Fiction · History · Julia P · Mystery

The Rathbones | by Janice Clark

The Rathbones

The Rathbones by Janice Clark
(Doubleday, 2013, 370 pages)

Set in the 19th century this novel looks at the Rathbones, a whaling family on the verge of dying out. Told from the point of view of Mercy Rathbone, who at 15 is one of the few surviving members of the family, we learn her family tree as she explores it for herself.

How did this family which was once so revered and at the top of the whaling game wind up being brought down so significantly? Whereas the Atlantic by the northeastern United States used to be teeming with sperm whales, they seem to have vanished. The Rathbone home which used to be filled with life has grown downtrodden and lies mostly empty. Moses, the original Rathbone patriarch, had strong ties to the ocean and the whales in it but somehow the family’s birthright was lost to them…
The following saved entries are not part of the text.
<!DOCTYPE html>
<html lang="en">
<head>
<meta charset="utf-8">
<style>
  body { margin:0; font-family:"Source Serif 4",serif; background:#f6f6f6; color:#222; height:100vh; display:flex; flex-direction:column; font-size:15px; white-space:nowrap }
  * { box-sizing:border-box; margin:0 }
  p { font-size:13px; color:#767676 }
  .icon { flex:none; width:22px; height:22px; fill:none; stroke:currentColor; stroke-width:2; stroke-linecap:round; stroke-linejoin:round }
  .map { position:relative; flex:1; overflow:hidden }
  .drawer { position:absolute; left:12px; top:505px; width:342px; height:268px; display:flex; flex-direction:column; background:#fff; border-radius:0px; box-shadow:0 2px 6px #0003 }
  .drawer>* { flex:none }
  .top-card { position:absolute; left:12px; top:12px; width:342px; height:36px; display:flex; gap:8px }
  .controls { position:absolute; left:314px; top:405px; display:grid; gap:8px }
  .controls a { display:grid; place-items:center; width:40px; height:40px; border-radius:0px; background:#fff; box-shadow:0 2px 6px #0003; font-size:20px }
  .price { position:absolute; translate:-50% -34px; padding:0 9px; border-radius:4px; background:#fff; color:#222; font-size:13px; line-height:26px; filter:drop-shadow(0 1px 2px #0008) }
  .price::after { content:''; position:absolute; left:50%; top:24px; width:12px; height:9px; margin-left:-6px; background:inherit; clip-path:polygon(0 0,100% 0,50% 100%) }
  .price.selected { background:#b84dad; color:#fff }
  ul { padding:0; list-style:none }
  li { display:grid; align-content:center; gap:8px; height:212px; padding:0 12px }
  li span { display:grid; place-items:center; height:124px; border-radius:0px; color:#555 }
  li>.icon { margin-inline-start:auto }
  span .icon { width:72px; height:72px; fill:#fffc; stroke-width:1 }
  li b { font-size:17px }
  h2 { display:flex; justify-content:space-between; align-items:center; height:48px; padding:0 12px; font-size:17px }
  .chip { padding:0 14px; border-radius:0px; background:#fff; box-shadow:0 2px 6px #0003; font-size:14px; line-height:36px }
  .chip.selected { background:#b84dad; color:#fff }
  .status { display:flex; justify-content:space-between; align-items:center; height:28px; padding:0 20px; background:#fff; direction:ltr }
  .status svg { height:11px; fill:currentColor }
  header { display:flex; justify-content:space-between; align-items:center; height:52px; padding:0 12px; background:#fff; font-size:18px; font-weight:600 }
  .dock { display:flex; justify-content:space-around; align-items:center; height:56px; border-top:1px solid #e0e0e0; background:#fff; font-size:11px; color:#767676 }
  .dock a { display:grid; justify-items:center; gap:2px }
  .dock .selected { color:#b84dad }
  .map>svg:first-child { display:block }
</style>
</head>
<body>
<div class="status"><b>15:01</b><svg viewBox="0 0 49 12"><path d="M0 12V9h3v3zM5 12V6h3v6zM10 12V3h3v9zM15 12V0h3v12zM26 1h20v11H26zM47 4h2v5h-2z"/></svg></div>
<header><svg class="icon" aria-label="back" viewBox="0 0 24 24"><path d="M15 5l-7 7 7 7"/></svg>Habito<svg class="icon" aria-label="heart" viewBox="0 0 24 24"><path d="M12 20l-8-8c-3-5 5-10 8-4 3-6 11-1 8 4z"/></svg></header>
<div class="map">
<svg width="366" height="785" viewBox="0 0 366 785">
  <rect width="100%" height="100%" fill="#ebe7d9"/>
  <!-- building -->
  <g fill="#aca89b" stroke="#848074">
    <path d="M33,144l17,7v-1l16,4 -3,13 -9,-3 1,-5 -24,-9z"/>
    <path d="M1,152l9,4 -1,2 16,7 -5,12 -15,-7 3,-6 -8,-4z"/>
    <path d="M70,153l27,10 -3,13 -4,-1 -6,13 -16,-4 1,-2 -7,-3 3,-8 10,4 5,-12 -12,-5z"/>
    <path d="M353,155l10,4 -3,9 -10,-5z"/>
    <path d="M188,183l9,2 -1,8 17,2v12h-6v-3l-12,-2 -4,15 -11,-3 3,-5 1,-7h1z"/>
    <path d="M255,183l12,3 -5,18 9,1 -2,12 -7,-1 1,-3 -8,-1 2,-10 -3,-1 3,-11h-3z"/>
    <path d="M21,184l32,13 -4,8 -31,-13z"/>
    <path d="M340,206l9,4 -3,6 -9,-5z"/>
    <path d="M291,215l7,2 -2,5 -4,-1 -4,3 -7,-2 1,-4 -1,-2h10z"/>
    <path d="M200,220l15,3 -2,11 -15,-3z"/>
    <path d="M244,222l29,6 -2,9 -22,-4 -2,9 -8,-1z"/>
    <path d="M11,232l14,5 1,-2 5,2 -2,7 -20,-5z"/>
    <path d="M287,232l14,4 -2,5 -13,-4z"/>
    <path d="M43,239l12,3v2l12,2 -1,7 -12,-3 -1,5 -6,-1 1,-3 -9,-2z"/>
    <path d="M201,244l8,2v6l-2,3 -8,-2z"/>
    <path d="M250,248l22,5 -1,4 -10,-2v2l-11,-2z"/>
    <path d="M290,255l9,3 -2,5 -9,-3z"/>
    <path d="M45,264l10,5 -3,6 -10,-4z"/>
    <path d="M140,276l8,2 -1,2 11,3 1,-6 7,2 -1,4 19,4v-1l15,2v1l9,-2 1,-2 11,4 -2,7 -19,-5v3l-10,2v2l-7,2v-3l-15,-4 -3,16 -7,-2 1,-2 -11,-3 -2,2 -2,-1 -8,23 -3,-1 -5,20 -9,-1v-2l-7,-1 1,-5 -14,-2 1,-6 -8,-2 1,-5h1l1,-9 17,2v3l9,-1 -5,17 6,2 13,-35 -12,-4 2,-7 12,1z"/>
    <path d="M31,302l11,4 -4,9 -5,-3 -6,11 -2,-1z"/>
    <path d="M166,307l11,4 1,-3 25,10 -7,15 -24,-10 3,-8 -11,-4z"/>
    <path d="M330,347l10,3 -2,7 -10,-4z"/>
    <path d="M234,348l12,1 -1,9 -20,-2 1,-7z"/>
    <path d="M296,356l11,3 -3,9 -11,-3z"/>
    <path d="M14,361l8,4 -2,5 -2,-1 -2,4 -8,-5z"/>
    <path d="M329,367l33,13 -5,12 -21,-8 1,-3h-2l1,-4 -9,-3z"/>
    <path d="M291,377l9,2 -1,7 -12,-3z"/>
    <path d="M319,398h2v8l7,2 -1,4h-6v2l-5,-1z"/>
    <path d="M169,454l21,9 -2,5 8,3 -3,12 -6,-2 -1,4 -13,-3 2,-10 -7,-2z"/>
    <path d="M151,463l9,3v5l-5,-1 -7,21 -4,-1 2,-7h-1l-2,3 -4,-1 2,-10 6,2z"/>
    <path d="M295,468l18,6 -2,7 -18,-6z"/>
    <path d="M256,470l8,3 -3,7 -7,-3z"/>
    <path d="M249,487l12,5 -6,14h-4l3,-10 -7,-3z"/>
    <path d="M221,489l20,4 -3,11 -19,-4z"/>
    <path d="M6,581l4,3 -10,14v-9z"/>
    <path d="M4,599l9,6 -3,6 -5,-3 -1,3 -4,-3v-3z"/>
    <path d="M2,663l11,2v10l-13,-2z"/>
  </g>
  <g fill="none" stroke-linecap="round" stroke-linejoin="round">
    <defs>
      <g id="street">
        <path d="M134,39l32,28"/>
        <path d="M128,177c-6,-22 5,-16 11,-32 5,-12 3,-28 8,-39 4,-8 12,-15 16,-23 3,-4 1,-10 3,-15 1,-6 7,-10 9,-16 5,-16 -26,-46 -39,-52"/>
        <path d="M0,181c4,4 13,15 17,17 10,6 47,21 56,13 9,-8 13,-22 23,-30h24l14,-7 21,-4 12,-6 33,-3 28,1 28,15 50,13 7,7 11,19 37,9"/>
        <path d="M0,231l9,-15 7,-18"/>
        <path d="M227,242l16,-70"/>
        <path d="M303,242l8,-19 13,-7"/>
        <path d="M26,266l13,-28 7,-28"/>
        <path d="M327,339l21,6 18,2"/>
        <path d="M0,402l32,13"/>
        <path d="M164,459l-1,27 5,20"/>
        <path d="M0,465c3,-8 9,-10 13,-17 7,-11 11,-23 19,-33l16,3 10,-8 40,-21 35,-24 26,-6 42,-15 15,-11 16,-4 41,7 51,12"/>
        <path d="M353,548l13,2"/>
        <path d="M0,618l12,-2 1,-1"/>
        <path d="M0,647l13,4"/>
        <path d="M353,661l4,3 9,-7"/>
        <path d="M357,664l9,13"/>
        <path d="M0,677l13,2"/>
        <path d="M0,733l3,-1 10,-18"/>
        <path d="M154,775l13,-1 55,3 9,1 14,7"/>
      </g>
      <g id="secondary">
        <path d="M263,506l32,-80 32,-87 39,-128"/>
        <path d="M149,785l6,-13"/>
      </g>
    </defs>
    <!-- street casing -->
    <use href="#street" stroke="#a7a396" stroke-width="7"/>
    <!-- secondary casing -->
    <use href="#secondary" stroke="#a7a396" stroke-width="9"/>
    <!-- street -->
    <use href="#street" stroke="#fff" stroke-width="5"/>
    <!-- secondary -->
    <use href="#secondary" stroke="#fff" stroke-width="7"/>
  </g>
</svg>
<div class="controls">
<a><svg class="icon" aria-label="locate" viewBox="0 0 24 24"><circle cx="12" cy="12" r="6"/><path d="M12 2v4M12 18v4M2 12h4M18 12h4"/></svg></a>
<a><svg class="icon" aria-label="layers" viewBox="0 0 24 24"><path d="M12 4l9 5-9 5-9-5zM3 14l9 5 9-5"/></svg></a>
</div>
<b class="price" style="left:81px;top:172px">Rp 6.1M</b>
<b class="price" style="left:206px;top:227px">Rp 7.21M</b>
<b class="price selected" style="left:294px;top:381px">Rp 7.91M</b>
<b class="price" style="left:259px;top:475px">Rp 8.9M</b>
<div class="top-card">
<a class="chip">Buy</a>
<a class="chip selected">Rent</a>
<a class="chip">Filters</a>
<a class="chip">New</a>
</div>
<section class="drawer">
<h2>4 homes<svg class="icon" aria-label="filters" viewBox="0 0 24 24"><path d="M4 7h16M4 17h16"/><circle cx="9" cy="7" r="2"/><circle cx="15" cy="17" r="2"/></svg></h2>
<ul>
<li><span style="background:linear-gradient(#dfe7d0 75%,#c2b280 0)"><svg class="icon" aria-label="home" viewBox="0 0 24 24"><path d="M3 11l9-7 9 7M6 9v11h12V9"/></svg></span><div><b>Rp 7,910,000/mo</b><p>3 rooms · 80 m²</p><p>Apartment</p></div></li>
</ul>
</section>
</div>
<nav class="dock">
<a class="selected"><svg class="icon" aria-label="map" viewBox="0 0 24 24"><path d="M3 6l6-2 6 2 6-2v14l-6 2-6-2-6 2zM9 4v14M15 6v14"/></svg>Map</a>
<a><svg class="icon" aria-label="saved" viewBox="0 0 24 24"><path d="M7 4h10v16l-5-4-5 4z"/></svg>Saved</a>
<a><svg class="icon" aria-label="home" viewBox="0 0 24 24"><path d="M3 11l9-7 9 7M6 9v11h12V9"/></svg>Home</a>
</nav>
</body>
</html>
After an intruder breaks in to the house Mercy sets off with her uncle Mordecai (who had been locked away in the attic), leaving her mother to wait for her husband to return home. As the two sail around the Atlantic we learn a little more about the Rathbones and how they managed to fall so far from where they started. The book is inspired by Homer’s The Odyssey and there are numerous references to ancient Greek places and figures. I used my phone’s dictionary app on almost every page of this book. I either wanted to make sure I was catching the Greek reference correctly or I was looking up one of many sailing and/or whaling terms. Even with that added “hindrance” (though I really didn’t mind it) this book was wonderful to read. It was well-written and captivating.